DESCRIPTION OF THE TASK: In the data below, find every line with the word "Chili" and copy it.

Collected data:
□ □ □ □ □
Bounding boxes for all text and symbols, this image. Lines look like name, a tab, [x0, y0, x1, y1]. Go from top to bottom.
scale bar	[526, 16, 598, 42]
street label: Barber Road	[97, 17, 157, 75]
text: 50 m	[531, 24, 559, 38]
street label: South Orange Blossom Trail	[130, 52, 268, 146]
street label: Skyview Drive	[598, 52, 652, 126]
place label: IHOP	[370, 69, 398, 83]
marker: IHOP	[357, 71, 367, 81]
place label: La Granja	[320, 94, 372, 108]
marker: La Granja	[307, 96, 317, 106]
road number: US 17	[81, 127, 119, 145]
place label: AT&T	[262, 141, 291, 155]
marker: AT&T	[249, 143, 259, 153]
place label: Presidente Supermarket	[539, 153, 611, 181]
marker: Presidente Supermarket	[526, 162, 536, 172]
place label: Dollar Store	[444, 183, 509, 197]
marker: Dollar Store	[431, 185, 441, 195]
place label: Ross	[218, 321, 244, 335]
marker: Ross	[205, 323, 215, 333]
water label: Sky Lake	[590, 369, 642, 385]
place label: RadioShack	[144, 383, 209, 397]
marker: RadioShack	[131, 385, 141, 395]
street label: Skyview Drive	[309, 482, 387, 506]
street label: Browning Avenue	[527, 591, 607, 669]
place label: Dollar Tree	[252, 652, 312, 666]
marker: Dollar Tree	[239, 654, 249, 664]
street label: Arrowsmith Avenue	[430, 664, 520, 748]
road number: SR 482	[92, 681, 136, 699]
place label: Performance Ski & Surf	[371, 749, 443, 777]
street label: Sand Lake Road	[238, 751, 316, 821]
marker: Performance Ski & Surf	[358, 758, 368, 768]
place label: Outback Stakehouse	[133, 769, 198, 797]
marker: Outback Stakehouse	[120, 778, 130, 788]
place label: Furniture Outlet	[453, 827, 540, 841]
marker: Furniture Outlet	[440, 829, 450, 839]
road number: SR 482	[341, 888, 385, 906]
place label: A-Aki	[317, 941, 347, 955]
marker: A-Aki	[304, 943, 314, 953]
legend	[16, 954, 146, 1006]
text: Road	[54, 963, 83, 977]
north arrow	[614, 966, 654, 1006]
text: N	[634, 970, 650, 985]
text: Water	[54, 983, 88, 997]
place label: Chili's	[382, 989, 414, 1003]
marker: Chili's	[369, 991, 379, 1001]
□ □ □ □ □
WRITTEN ANSWER:
place label: Chili's	[382, 989, 414, 1003]
marker: Chili's	[369, 991, 379, 1001]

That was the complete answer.